Au milieu des drapeaux rouges, de la Ligue, du NPA, des anciens militants se retrouvent, discutent. «On se croise, on se salue», dit Daniel Pardo, un ancien de la Jeunesse communiste révolutionnaire, créée en 1966. «Krivine a été fidèle à ses engagements, a fait preuve d’honnêteté, raconte l’ancien militant. Il n’a pas dévié.» Dans le cortège, quelques jeunes, mais surtout des vieux militants.

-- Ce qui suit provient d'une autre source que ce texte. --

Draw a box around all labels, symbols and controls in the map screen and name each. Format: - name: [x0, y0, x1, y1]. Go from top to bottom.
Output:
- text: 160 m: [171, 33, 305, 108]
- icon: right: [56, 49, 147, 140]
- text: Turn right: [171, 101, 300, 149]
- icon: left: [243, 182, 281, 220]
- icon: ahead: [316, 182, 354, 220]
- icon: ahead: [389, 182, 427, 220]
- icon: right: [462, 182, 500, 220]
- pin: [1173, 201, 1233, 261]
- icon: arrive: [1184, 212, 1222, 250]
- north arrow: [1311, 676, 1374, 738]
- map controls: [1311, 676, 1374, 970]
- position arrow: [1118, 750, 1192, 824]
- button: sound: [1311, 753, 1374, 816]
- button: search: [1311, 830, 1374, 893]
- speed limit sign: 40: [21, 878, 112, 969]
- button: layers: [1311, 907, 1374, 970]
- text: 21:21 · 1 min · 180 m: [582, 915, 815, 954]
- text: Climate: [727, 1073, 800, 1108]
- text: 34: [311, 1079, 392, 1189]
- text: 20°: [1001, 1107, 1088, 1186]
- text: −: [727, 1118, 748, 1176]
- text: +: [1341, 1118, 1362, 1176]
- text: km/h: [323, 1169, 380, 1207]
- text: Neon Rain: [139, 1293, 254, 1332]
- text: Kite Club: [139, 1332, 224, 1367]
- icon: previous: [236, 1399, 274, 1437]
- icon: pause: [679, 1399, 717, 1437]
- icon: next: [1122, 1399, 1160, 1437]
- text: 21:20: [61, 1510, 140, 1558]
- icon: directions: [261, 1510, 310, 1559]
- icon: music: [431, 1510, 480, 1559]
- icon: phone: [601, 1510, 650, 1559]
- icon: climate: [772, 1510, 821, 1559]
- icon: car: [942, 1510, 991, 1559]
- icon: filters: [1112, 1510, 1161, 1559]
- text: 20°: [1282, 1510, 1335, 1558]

L’ancien député européen Jean-Luc Bennahmias, engagé dans sa jeunesse au Parti socialiste unifié de Michel Rocard, se souvient de la «persévérance» de celui qui se présenta deux fois à l’Elysée, en 1969 et 1974. «Un grand bonhomme», sourit Bennahmias.
«A une autre époque, la mort de Krivine, ça aurait mobilisé un monde fou…» regrette, lui, Serge Marquis. Fils de Gilbert Marquis, fondateur de l’Alliance marxiste révolutionnaire, une autre chapelle d’extrême gauche des années 60, il a adhéré un temps au Parti de gauche de Mélenchon avant de claquer la porte. De Krivine, il se souvient d’une «certaine droiture dans ses engagements» : «Il est incorruptible.» Aux fenêtres des immeubles de la rue des Pyrénées, des habitants regardent avec curiosité ce drôle de cortège, où s’agitent drapeaux rouges et résonnent des chants révolutionnaires. «J’ai passé trente ans de ma vie avec Krivine», raconte en marchant Gérard Filoche. Celui qui participa à la fondation de la Ligue avant de rejoindre le PS au début des années 90 se souvient des réunions politiques animées, des salles enfumées «où l’on ne se voyait plus à la fin». Avec Krivine, reconnaît-il, «on a eu des désaccords dès le début […] Lui voulait un pôle radical à gauche, moi je voulais un grand pôle rassemblant toute la gauche».
«Valeurs fondamentales»
Avenue du Père-Lachaise, à l’entrée du cimetière, quelques insoumis attendent le cortège. Il y a le chef, Jean-Luc Mélenchon, et ses fidèles Adrien Quatennens, Manuel Bompard, Alexis Corbière. Les drapeaux sont rangés avant de pénétrer dans les allées du cimetière. La foule s’agglutine autour du crématorium. Tout le monde semble se connaître, se donne du «bonjour camarade». Deux écrans ont été installés en bas des marches pour retransmettre les discours des proches. A l’entrée de la chapelle, au pied d’une colonne, un grand portrait de Krivine, souriant et un verre de vin aux lèvres, a été posé sur un chevalet. Puis le silence, et des discussions à voix basse.
Il est 15h40. Le cercueil est porté sur les marches de l’édifice, suivi par la famille. Le Prélude de Bach joué par Rostropovitch résonne. «Il aimait la musique classique», débute Michèle, l’épouse d’Alain Krivine. Elle déroule le fil de sa vie, de ses engagements militants. «Il était d’un incroyable optimisme», dit-elle, émue. L’assistance applaudit. Son frère, Hubert, rappelle l’engagement de Krivine contre la guerre d’Algérie. «Il est difficile de parler de son frère», souffle-t-il. Des photos de famille où l’on distingue les filles d’Alain, Nathalie et Florence, et ses deux petites-filles, défilent sur les écrans à l’extérieur. «Certes, il n’a pas fait de nous des révolutionnaires en herbe, reconnaissent Nathalie et Florence. Mais il nous a inculqué des valeurs fondamentales.»
Olivier Besancenot, le fils spirituel, rend hommage à son «camarade et ami». Avec la disparition d’une des dernières figures de Mai 68, «c’est aussi une page de notre histoire qui se tourne», glisse l’ancien candidat à la présidentielle. Ceux qui l’ont côtoyé témoignent d’un homme attentif et chaleureux. Nombreux sont ceux à qui sa présence va manquer. Dans la foule, on entend des rires, des larmes coulent sur les visages. Le cercueil disparaît sur un air de Bella Ciao. Puis, avant de s’éparpiller, la foule reprend une dernière fois l’Internationale, le poing levé.